RECORDS FOR THE EXERCISE:
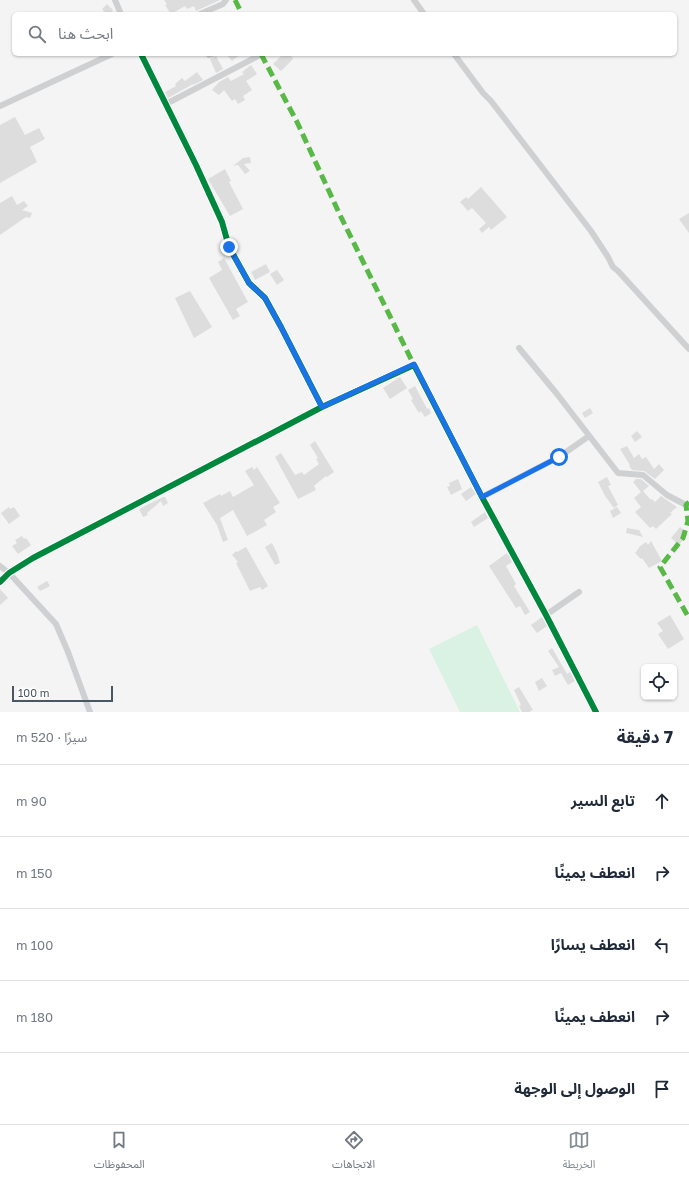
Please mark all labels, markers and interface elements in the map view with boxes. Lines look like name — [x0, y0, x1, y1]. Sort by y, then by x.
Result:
search box — [12, 12, 677, 56]
icon: search — [26, 23, 48, 45]
text: ابحث هنا — [58, 24, 113, 42]
route end — [220, 238, 238, 256]
route start — [550, 448, 568, 466]
map controls — [641, 664, 677, 700]
button: locate — [641, 664, 677, 700]
scale bar — [12, 684, 113, 703]
text: 100 m — [18, 686, 49, 699]
text: 7 دقيقة — [617, 726, 673, 747]
text: سيرًا · 520 m — [16, 729, 87, 745]
icon: ahead — [651, 790, 673, 812]
text: تابع السير — [571, 791, 635, 809]
text: 90 m — [16, 793, 47, 809]
icon: right — [651, 862, 673, 884]
text: انعطف يمينًا — [555, 863, 635, 881]
text: 150 m — [16, 865, 53, 881]
icon: left — [651, 934, 673, 956]
text: انعطف يسارًا — [551, 935, 635, 953]
text: 100 m — [16, 937, 53, 953]
icon: right — [651, 1006, 673, 1028]
text: انعطف يمينًا — [555, 1007, 635, 1025]
text: 180 m — [16, 1009, 53, 1025]
icon: arrive — [651, 1078, 673, 1100]
text: الوصول إلى الوجهة — [514, 1079, 635, 1097]
tab: المحفوظات — [94, 1129, 145, 1176]
tab: الاتجاهات — [332, 1129, 375, 1176]
tab: الخريطة — [562, 1129, 595, 1176]

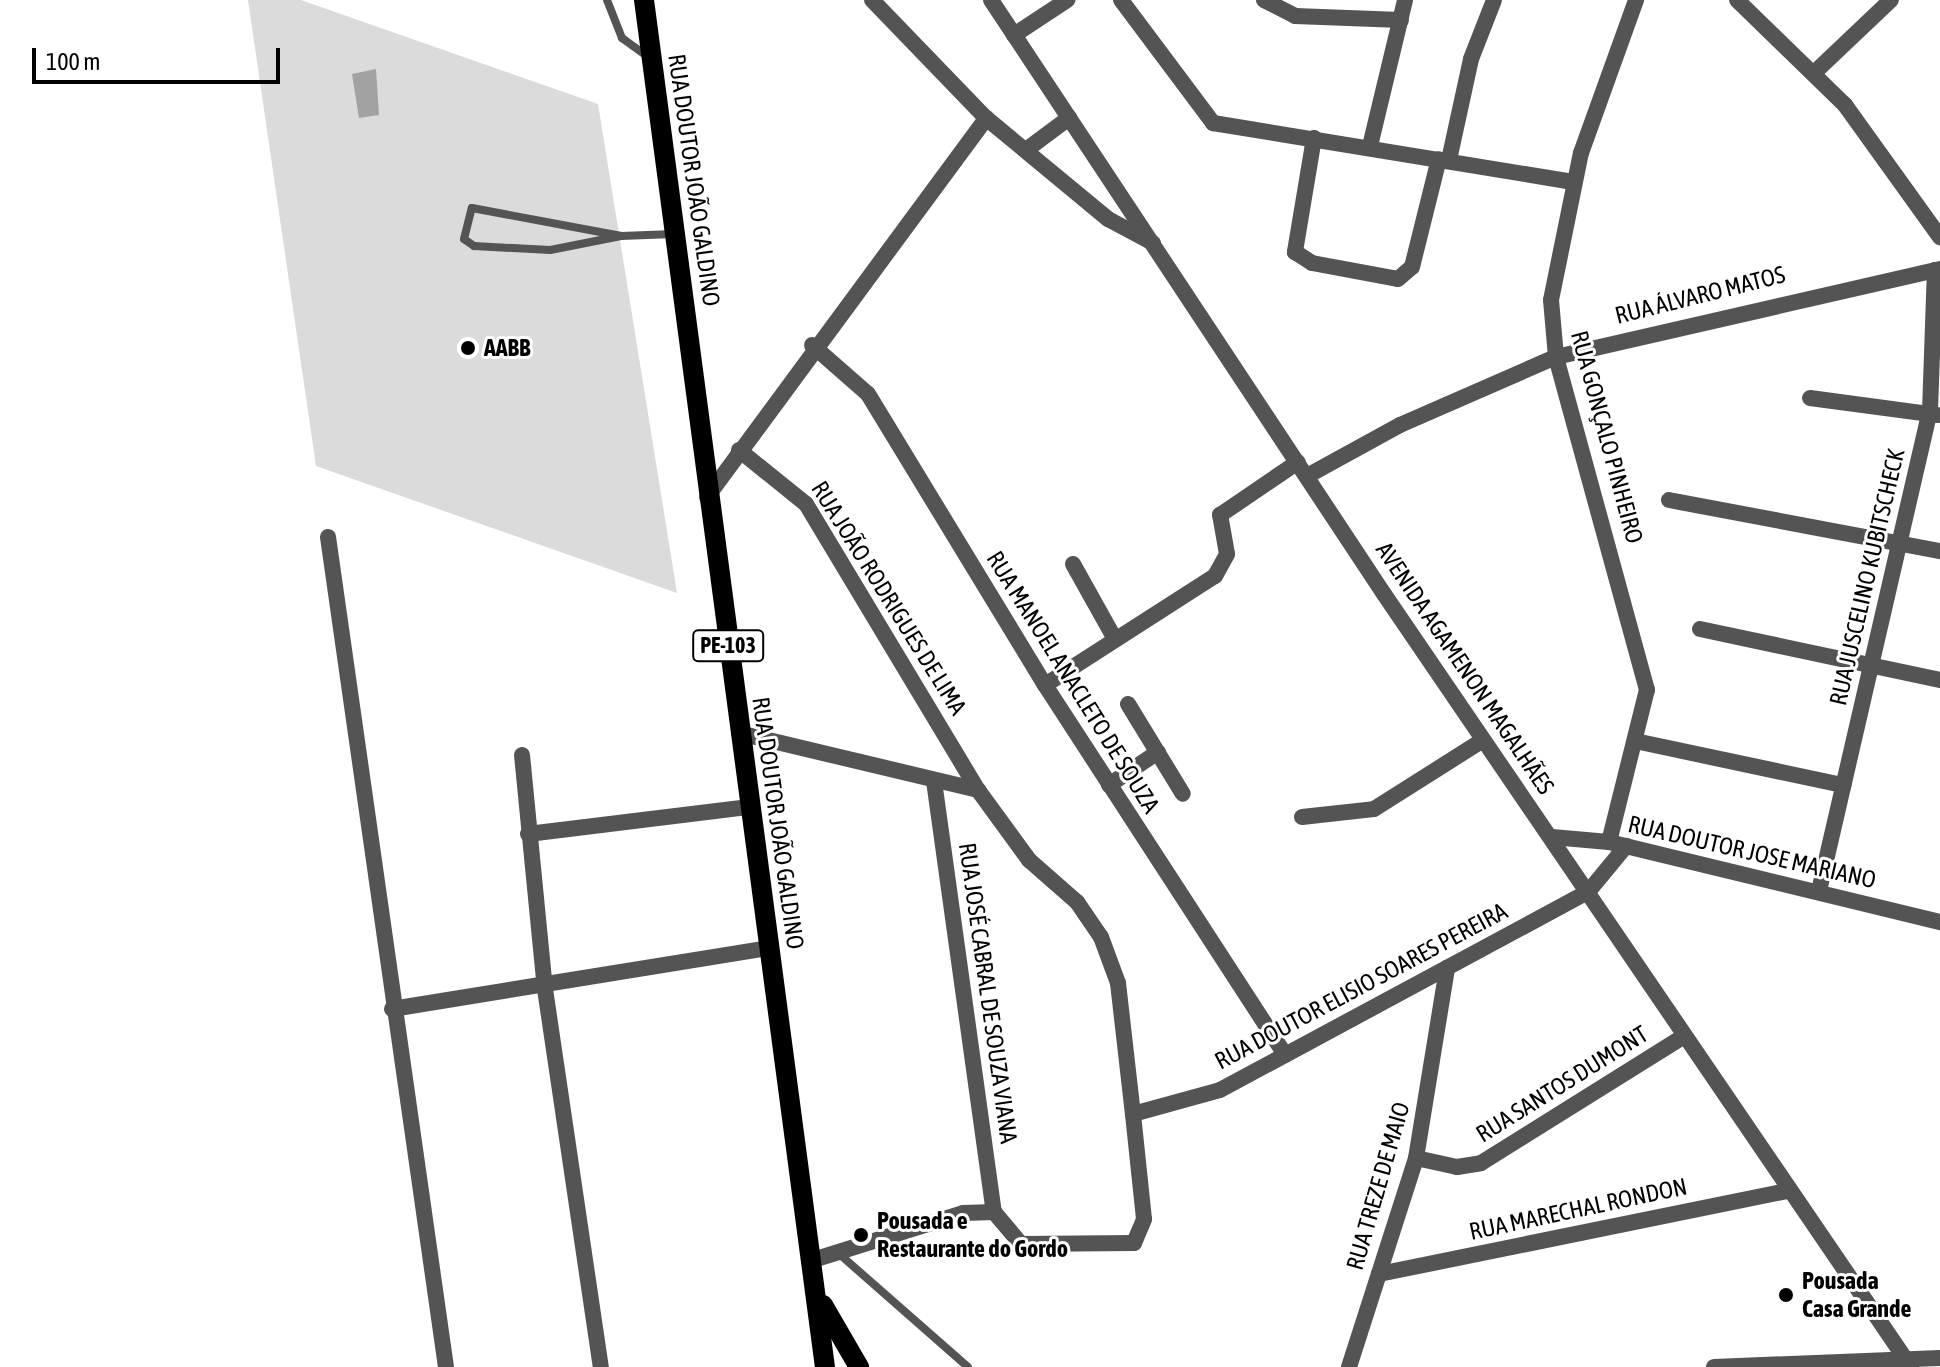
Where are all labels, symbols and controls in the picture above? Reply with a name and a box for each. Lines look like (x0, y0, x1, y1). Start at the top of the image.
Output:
scale bar (36, 32, 284, 82)
text: 100 m (46, 48, 100, 75)
street label: RUA DOUTOR JOÃO GALDINO (662, 52, 726, 308)
street label: RUA ÁLVARO MATOS (1612, 260, 1788, 330)
street label: RUA GONÇALO PINHEIRO (1565, 328, 1649, 546)
place label: AABB (484, 334, 530, 362)
marker: AABB (459, 339, 477, 357)
street label: RUA JUSCELINO KUBITSCHECK (1823, 446, 1911, 708)
street label: RUA JOÃO RODRIGUES DE LIMA (805, 476, 973, 720)
street label: AVENIDA AGAMENON MAGALHÃES (1370, 536, 1560, 800)
street label: RUA MANOEL ANACLETO DE SOUZA (980, 546, 1166, 818)
road number: PE-103 (692, 628, 764, 664)
street label: RUA DOUTOR JOÃO GALDINO (746, 695, 810, 951)
street label: RUA DOUTOR JOSE MARIANO (1625, 809, 1879, 895)
street label: RUA JOSÉ CABRAL DE SOUZA VIANA (953, 841, 1023, 1145)
street label: RUA DOUTOR ELISIO SOARES PEREIRA (1210, 897, 1512, 1075)
street label: RUA SANTOS DUMONT (1471, 1020, 1653, 1148)
street label: RUA TREZE DE MAIO (1340, 1099, 1416, 1273)
street label: RUA MARECHAL RONDON (1466, 1172, 1690, 1246)
place label: Pousada e Restaurante do Gordo (877, 1207, 1068, 1263)
marker: Pousada e Restaurante do Gordo (852, 1226, 870, 1244)
place label: Pousada Casa Grande (1802, 1267, 1911, 1323)
marker: Pousada Casa Grande (1777, 1286, 1795, 1304)

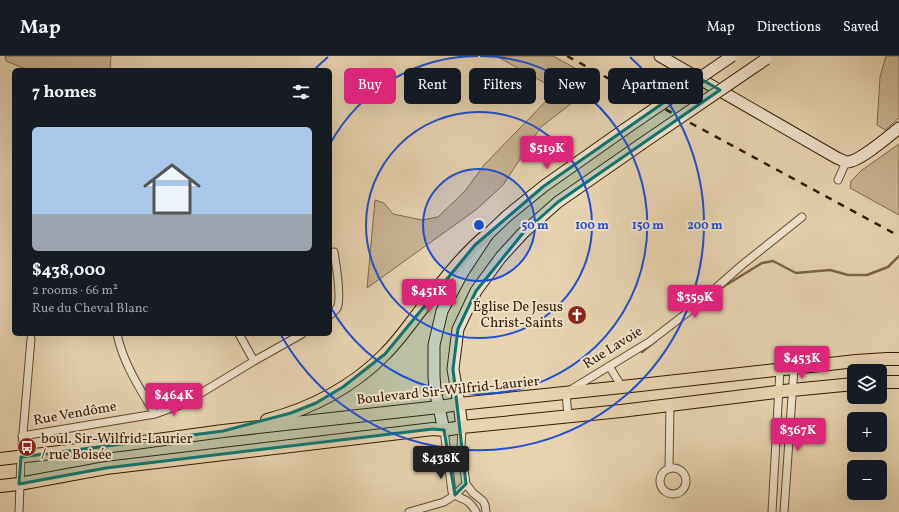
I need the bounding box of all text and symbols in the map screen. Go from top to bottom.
text: Map [20,15,61,41]
text: Map [707,18,735,37]
text: Directions [757,18,821,37]
text: Saved [843,18,879,37]
chip: Buy [344,68,396,104]
chip: Rent [404,68,461,104]
chip: Filters [469,68,536,104]
chip: New [544,68,600,104]
chip: Apartment [608,68,703,104]
text: 7 homes [32,81,97,104]
icon: filters [290,81,312,103]
pin: $519K [519,136,575,170]
text: $519K [529,140,565,158]
icon: home [136,153,208,225]
centre of rings [472,218,486,232]
text: 50 m [521,218,549,234]
text: 100 m [575,218,609,234]
text: 150 m [632,218,664,234]
text: 200 m [687,218,723,234]
text: $438,000 [32,259,106,282]
pin: $451K [401,279,457,313]
text: 2 rooms · 66 m² [32,282,118,300]
text: $451K [411,283,447,301]
pin: $359K [667,285,723,319]
text: $359K [677,289,713,307]
place label: Église De Jesus Christ-Saints [473,298,563,333]
text: Rue du Cheval Blanc [32,300,148,318]
church icon: Église De Jesus Christ-Saints [566,304,588,326]
street label: Rue Lavoie [580,322,647,374]
pin: $453K [774,346,830,380]
text: $453K [783,350,821,368]
map controls [847,364,887,500]
button: layers [847,364,887,404]
street label: Boulevard Sir-Wilfrid-Laurier [356,372,541,410]
pin: $464K [146,383,202,417]
text: $464K [154,387,194,405]
street label: Rue Vendôme [32,397,118,431]
button: + [847,412,887,452]
pin: $367K [770,418,826,452]
text: $367K [780,422,816,440]
place label: boul. Sir-Wilfrid-Laurier / rue Boisée [41,430,193,465]
bus stop icon: boul. Sir-Wilfrid-Laurier / rue Boisée [16,436,38,458]
pin: $438K [413,446,469,480]
text: $438K [422,450,460,468]
button: − [847,460,887,500]

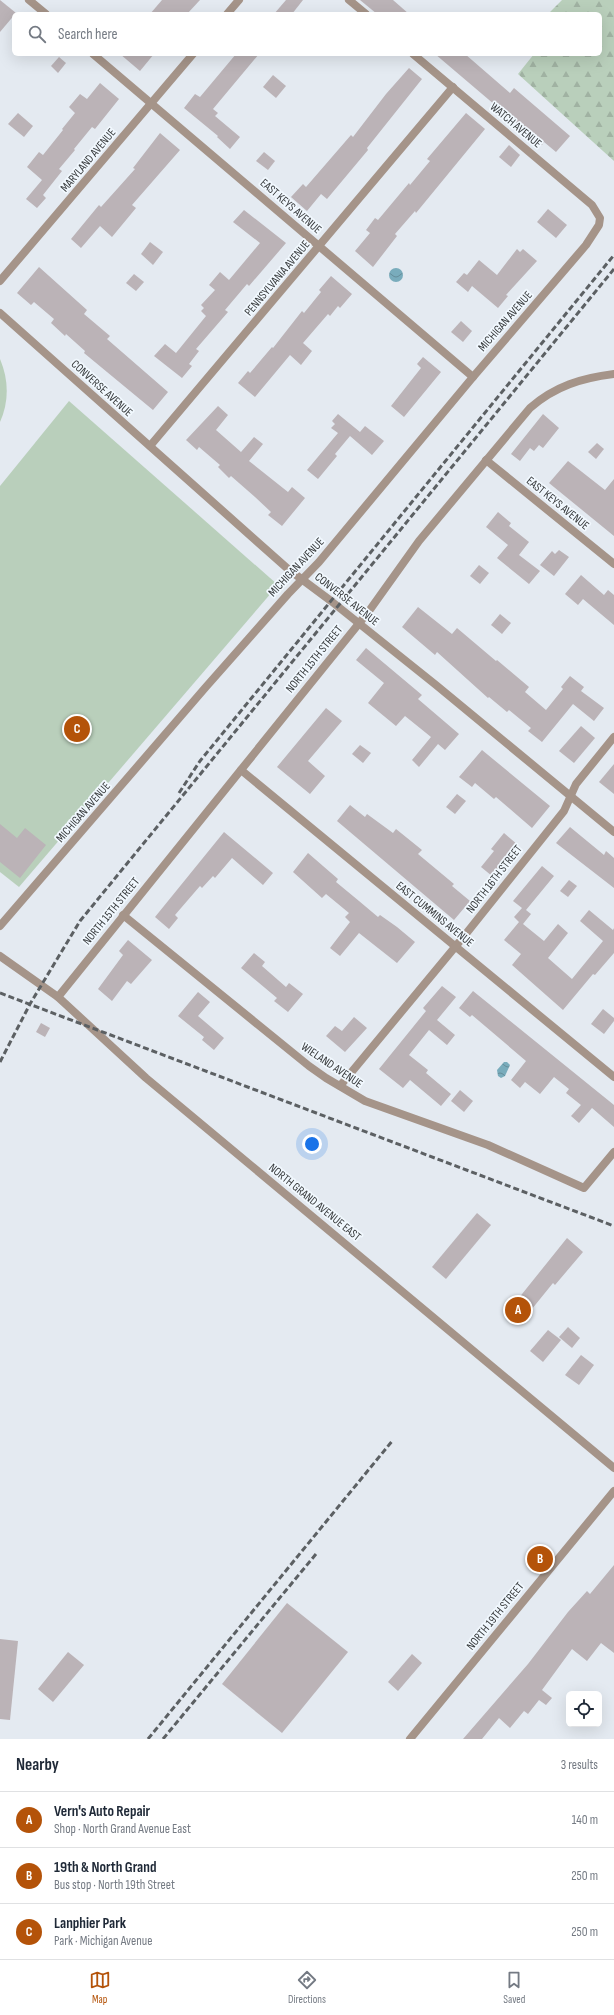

TASK PROMPT:
Could you give all the records again, exactly, minus the pictures?

FINISHED TASK:
Please mark all labels, markers and interface elements in the map view with boxes. Lines look like name — [x0, y0, x1, y1]. Sort by y, then by x.
Result:
search box — [12, 12, 677, 56]
icon: search — [26, 23, 48, 45]
text: ابحث هنا — [58, 24, 113, 42]
route end — [220, 238, 238, 256]
route start — [550, 448, 568, 466]
map controls — [641, 664, 677, 700]
button: locate — [641, 664, 677, 700]
scale bar — [12, 684, 113, 703]
text: 100 m — [18, 686, 49, 699]
text: 7 دقيقة — [617, 726, 673, 747]
text: سيرًا · 520 m — [16, 729, 87, 745]
icon: ahead — [651, 790, 673, 812]
text: تابع السير — [571, 791, 635, 809]
text: 90 m — [16, 793, 47, 809]
icon: right — [651, 862, 673, 884]
text: انعطف يمينًا — [555, 863, 635, 881]
text: 150 m — [16, 865, 53, 881]
icon: left — [651, 934, 673, 956]
text: انعطف يسارًا — [551, 935, 635, 953]
text: 100 m — [16, 937, 53, 953]
icon: right — [651, 1006, 673, 1028]
text: انعطف يمينًا — [555, 1007, 635, 1025]
text: 180 m — [16, 1009, 53, 1025]
icon: arrive — [651, 1078, 673, 1100]
text: الوصول إلى الوجهة — [514, 1079, 635, 1097]
tab: المحفوظات — [94, 1129, 145, 1176]
tab: الاتجاهات — [332, 1129, 375, 1176]
tab: الخريطة — [562, 1129, 595, 1176]

Where are all labels, symbols and controls in the picture above? Reply with a name and a box for each. Lines look like (x0, y0, x1, y1). Start at the top of the image.
Output:
scale bar (36, 32, 284, 82)
text: 100 m (46, 48, 100, 75)
street label: RUA DOUTOR JOÃO GALDINO (662, 52, 726, 308)
street label: RUA ÁLVARO MATOS (1612, 260, 1788, 330)
street label: RUA GONÇALO PINHEIRO (1565, 328, 1649, 546)
place label: AABB (484, 334, 530, 362)
marker: AABB (459, 339, 477, 357)
street label: RUA JUSCELINO KUBITSCHECK (1823, 446, 1911, 708)
street label: RUA JOÃO RODRIGUES DE LIMA (805, 476, 973, 720)
street label: AVENIDA AGAMENON MAGALHÃES (1370, 536, 1560, 800)
street label: RUA MANOEL ANACLETO DE SOUZA (980, 546, 1166, 818)
road number: PE-103 (692, 628, 764, 664)
street label: RUA DOUTOR JOÃO GALDINO (746, 695, 810, 951)
street label: RUA DOUTOR JOSE MARIANO (1625, 809, 1879, 895)
street label: RUA JOSÉ CABRAL DE SOUZA VIANA (953, 841, 1023, 1145)
street label: RUA DOUTOR ELISIO SOARES PEREIRA (1210, 897, 1512, 1075)
street label: RUA SANTOS DUMONT (1471, 1020, 1653, 1148)
street label: RUA TREZE DE MAIO (1340, 1099, 1416, 1273)
street label: RUA MARECHAL RONDON (1466, 1172, 1690, 1246)
place label: Pousada e Restaurante do Gordo (877, 1207, 1068, 1263)
marker: Pousada e Restaurante do Gordo (852, 1226, 870, 1244)
place label: Pousada Casa Grande (1802, 1267, 1911, 1323)
marker: Pousada Casa Grande (1777, 1286, 1795, 1304)

I need the bounding box of all text and symbols in the map screen. Go from top to bottom.
text: Map [20,15,61,41]
text: Map [707,18,735,37]
text: Directions [757,18,821,37]
text: Saved [843,18,879,37]
chip: Buy [344,68,396,104]
chip: Rent [404,68,461,104]
chip: Filters [469,68,536,104]
chip: New [544,68,600,104]
chip: Apartment [608,68,703,104]
text: 7 homes [32,81,97,104]
icon: filters [290,81,312,103]
pin: $519K [519,136,575,170]
text: $519K [529,140,565,158]
icon: home [136,153,208,225]
centre of rings [472,218,486,232]
text: 50 m [521,218,549,234]
text: 100 m [575,218,609,234]
text: 150 m [632,218,664,234]
text: 200 m [687,218,723,234]
text: $438,000 [32,259,106,282]
pin: $451K [401,279,457,313]
text: 2 rooms · 66 m² [32,282,118,300]
text: $451K [411,283,447,301]
pin: $359K [667,285,723,319]
text: $359K [677,289,713,307]
place label: Église De Jesus Christ-Saints [473,298,563,333]
text: Rue du Cheval Blanc [32,300,148,318]
church icon: Église De Jesus Christ-Saints [566,304,588,326]
street label: Rue Lavoie [580,322,647,374]
pin: $453K [774,346,830,380]
text: $453K [783,350,821,368]
map controls [847,364,887,500]
button: layers [847,364,887,404]
street label: Boulevard Sir-Wilfrid-Laurier [356,372,541,410]
pin: $464K [146,383,202,417]
text: $464K [154,387,194,405]
street label: Rue Vendôme [32,397,118,431]
button: + [847,412,887,452]
pin: $367K [770,418,826,452]
text: $367K [780,422,816,440]
place label: boul. Sir-Wilfrid-Laurier / rue Boisée [41,430,193,465]
bus stop icon: boul. Sir-Wilfrid-Laurier / rue Boisée [16,436,38,458]
pin: $438K [413,446,469,480]
text: $438K [422,450,460,468]
button: − [847,460,887,500]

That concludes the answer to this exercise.